[GOAL OF THE EXERCISE] Print, exactly as they stand, the lines below from the one that has "Map reading. Transcribe" to the one that has "Serialize what can", inclusive, leaving out the pictures.

[SUPPLIED INFORMATION]
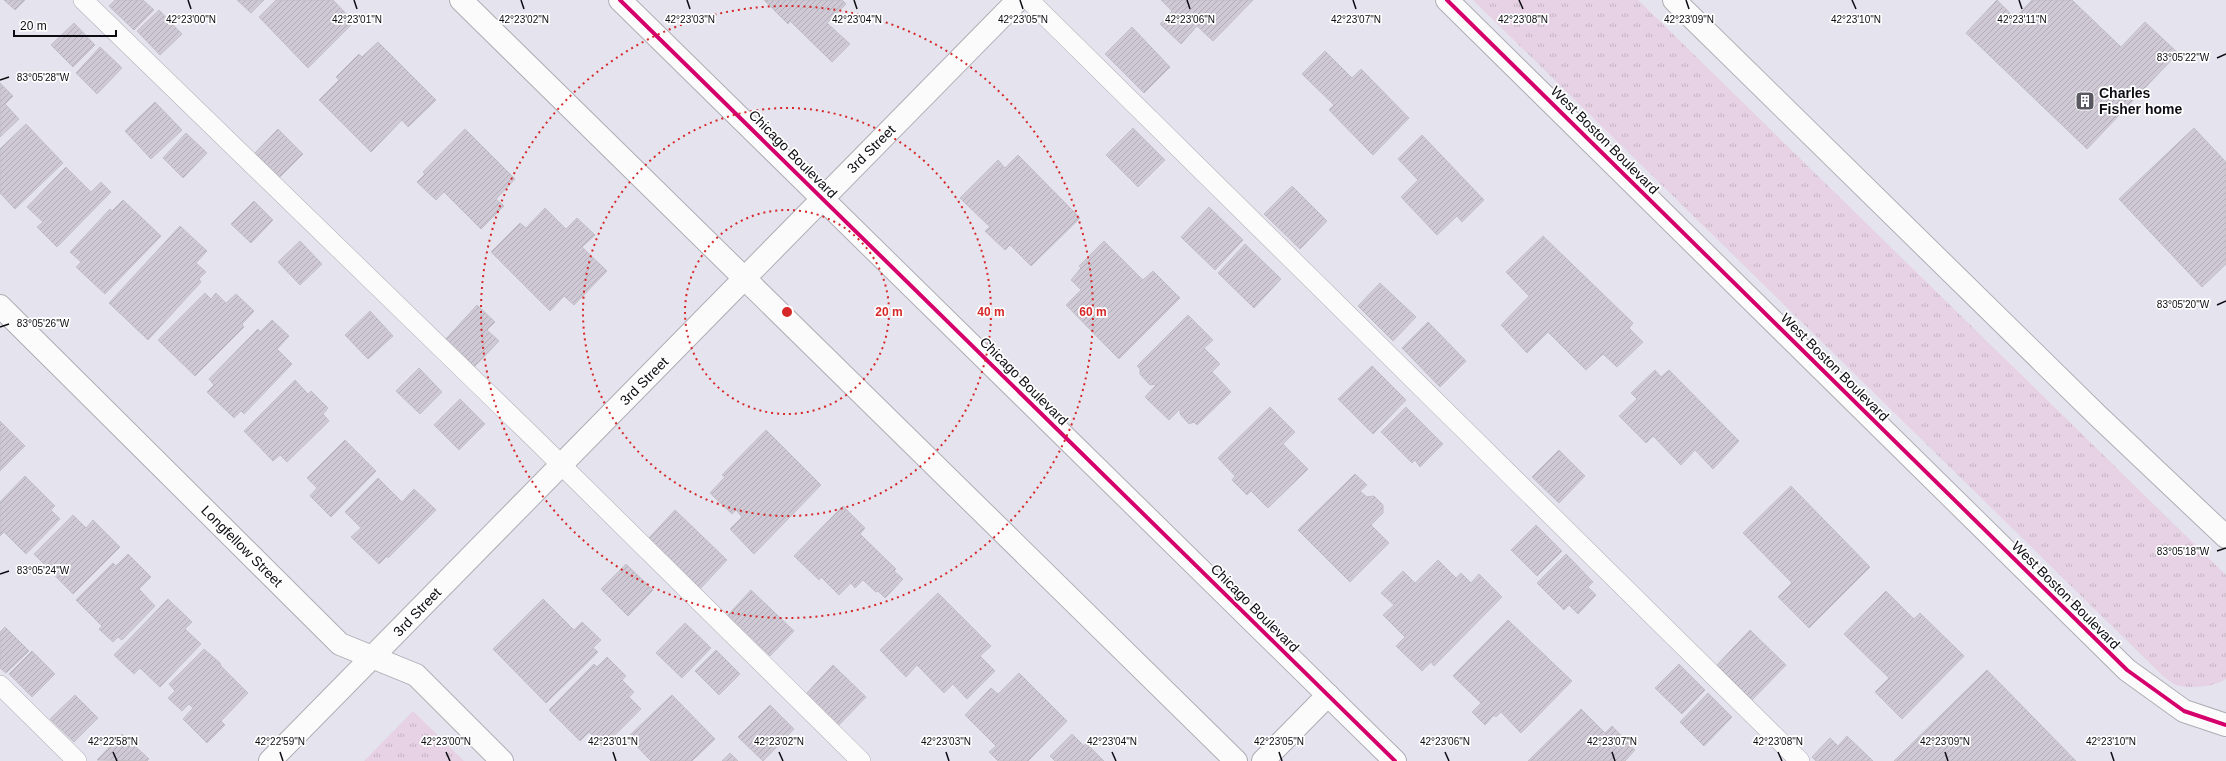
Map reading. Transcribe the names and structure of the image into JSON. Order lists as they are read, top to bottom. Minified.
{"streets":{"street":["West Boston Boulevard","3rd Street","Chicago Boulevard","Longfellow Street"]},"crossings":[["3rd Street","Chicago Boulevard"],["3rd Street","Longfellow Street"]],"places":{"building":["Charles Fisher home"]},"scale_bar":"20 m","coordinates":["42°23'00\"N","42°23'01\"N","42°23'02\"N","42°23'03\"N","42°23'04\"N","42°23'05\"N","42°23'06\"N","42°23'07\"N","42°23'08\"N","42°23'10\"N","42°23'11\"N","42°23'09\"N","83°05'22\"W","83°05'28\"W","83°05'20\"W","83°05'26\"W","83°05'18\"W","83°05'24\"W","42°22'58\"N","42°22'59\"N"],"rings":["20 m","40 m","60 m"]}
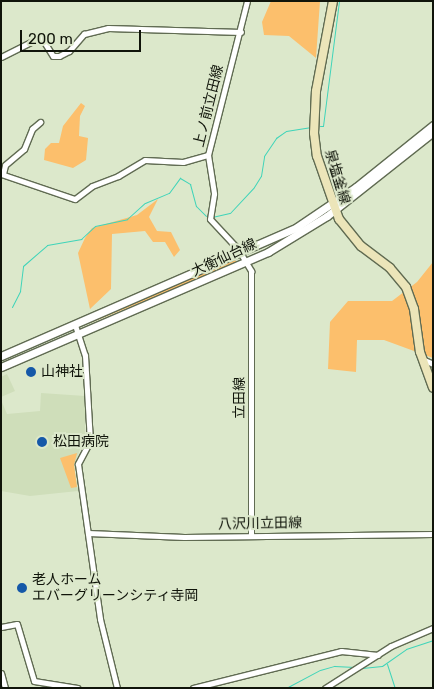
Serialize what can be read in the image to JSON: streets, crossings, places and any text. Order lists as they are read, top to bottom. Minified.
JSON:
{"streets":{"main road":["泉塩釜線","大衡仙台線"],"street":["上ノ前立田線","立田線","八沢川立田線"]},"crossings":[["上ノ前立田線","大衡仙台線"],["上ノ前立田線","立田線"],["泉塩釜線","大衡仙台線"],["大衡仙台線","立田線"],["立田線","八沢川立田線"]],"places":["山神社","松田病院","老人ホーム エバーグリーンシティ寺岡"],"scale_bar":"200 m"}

* * *

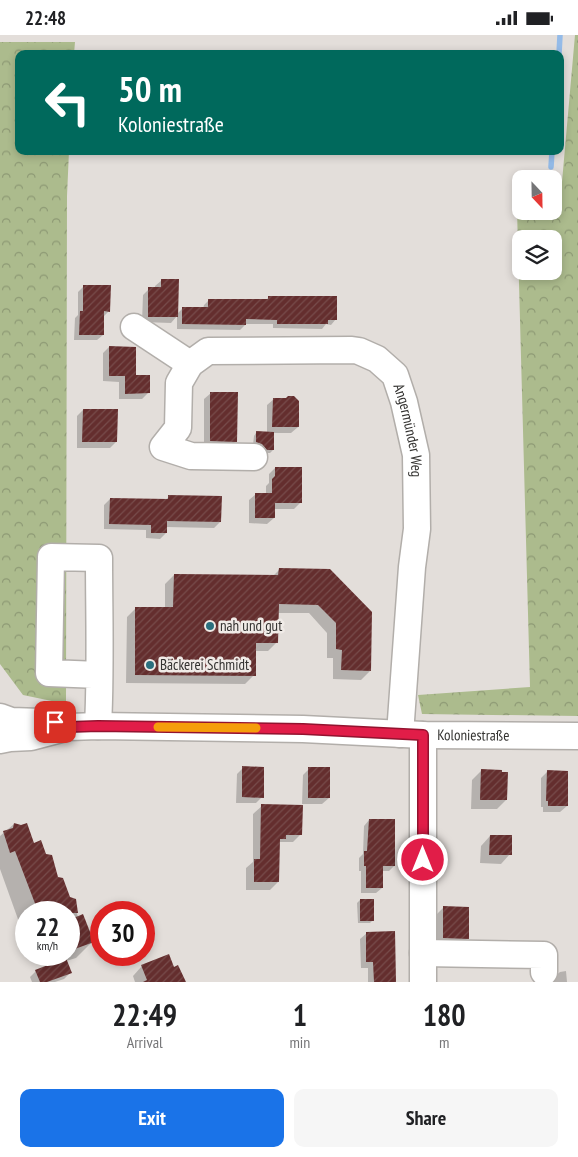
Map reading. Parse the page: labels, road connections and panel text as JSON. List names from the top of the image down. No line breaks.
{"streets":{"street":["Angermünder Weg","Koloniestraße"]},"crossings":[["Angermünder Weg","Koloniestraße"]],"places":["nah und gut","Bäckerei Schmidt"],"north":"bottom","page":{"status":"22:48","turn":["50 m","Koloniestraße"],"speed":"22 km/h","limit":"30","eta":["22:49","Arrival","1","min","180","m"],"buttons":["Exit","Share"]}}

* * *

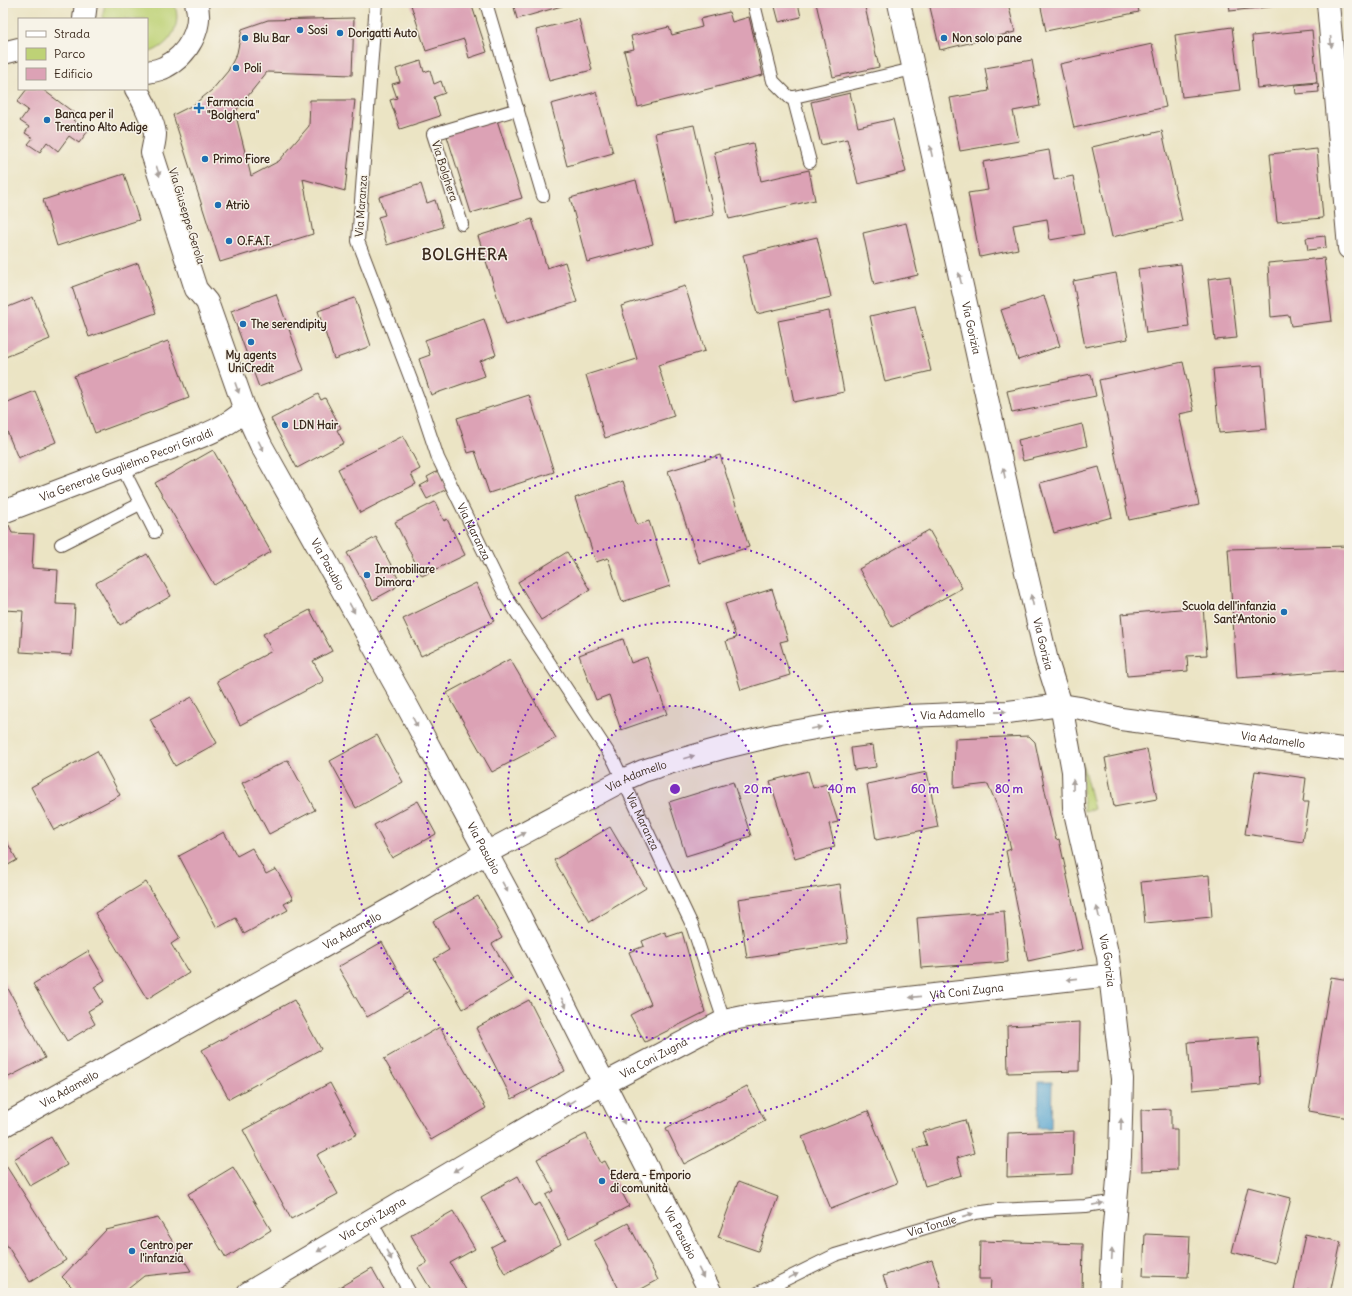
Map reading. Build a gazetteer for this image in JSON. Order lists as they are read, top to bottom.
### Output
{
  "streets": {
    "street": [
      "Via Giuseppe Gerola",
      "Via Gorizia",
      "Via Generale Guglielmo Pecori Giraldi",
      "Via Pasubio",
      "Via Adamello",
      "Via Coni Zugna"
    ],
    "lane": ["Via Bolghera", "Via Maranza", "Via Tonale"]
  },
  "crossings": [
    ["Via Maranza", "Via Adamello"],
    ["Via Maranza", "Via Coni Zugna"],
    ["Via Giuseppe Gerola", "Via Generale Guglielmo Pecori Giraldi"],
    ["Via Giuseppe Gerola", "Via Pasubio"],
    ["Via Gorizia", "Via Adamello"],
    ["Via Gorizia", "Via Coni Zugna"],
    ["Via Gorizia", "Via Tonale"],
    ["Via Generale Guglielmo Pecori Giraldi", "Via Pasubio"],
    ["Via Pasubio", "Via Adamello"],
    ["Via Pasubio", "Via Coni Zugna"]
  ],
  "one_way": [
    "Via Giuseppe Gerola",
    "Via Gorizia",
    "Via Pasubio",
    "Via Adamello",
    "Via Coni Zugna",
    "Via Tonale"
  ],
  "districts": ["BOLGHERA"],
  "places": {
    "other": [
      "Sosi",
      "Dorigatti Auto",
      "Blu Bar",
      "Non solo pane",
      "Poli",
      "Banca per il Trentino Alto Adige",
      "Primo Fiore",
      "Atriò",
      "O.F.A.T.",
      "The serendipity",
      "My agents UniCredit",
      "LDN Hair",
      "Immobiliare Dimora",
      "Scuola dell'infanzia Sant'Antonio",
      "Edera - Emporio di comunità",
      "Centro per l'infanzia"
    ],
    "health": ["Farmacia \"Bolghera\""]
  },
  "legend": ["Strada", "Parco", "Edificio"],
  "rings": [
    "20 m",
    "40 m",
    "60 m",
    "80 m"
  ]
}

[RESPONSE AREA]
Map reading. Transcribe the names and structure of the image into JSON. Order lists as they are read, top to bottom. Minified.
{"streets":{"street":["West Boston Boulevard","3rd Street","Chicago Boulevard","Longfellow Street"]},"crossings":[["3rd Street","Chicago Boulevard"],["3rd Street","Longfellow Street"]],"places":{"building":["Charles Fisher home"]},"scale_bar":"20 m","coordinates":["42°23'00\"N","42°23'01\"N","42°23'02\"N","42°23'03\"N","42°23'04\"N","42°23'05\"N","42°23'06\"N","42°23'07\"N","42°23'08\"N","42°23'10\"N","42°23'11\"N","42°23'09\"N","83°05'22\"W","83°05'28\"W","83°05'20\"W","83°05'26\"W","83°05'18\"W","83°05'24\"W","42°22'58\"N","42°22'59\"N"],"rings":["20 m","40 m","60 m"]}
Serialize what can be read in the image to JSON: streets, crossings, places and any text. Order lists as they are read, top to bottom. Minified.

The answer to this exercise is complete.